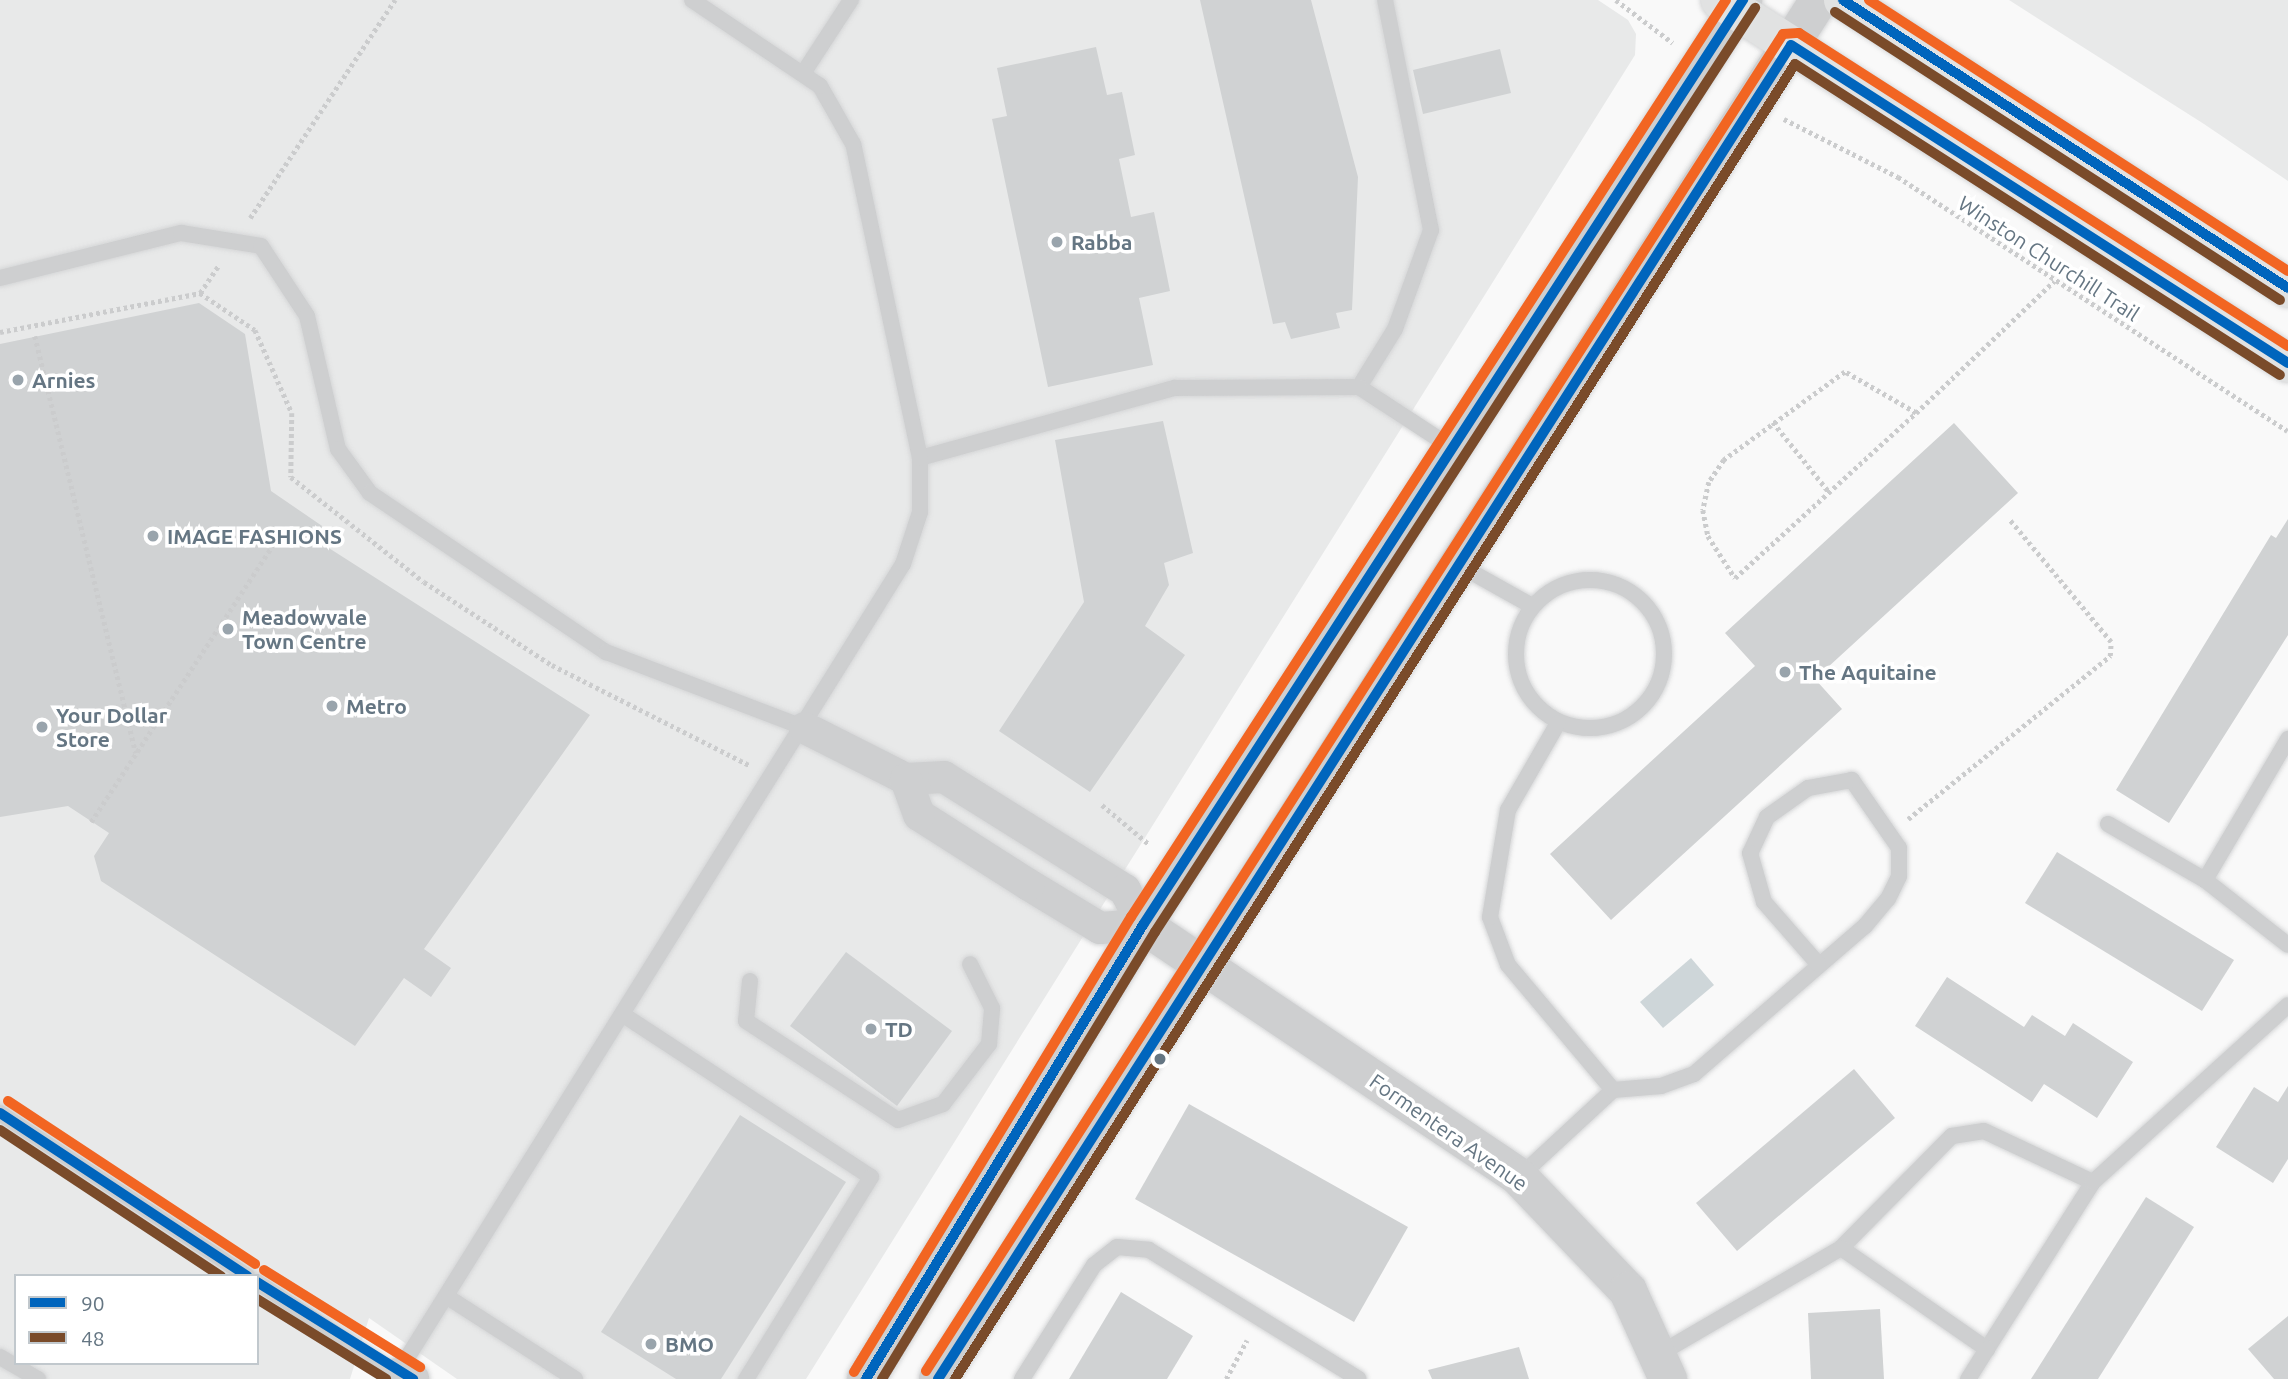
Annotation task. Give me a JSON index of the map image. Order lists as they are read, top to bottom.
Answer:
{
  "streets": {
    "street": ["Formentera Avenue"],
    "path": ["Winston Churchill Trail"]
  },
  "places": [
    "Rabba",
    "Arnies",
    "IMAGE FASHIONS",
    "Meadowvale Town Centre",
    "The Aquitaine",
    "Metro",
    "Your Dollar Store",
    "TD",
    "BMO"
  ],
  "lines": ["transit line 90", "transit line 48"],
  "legend": ["90", "48"]
}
-=-=-
**Assignment**
Write out the entries above word for word. Do not include the pictures.

**Result of this exercise**
Annotation task. Give me a JSON index of the map image. Order lists as they are read, top to bottom.
Answer:
{
  "streets": {
    "street": ["Formentera Avenue"],
    "path": ["Winston Churchill Trail"]
  },
  "places": [
    "Rabba",
    "Arnies",
    "IMAGE FASHIONS",
    "Meadowvale Town Centre",
    "The Aquitaine",
    "Metro",
    "Your Dollar Store",
    "TD",
    "BMO"
  ],
  "lines": ["transit line 90", "transit line 48"],
  "legend": ["90", "48"]
}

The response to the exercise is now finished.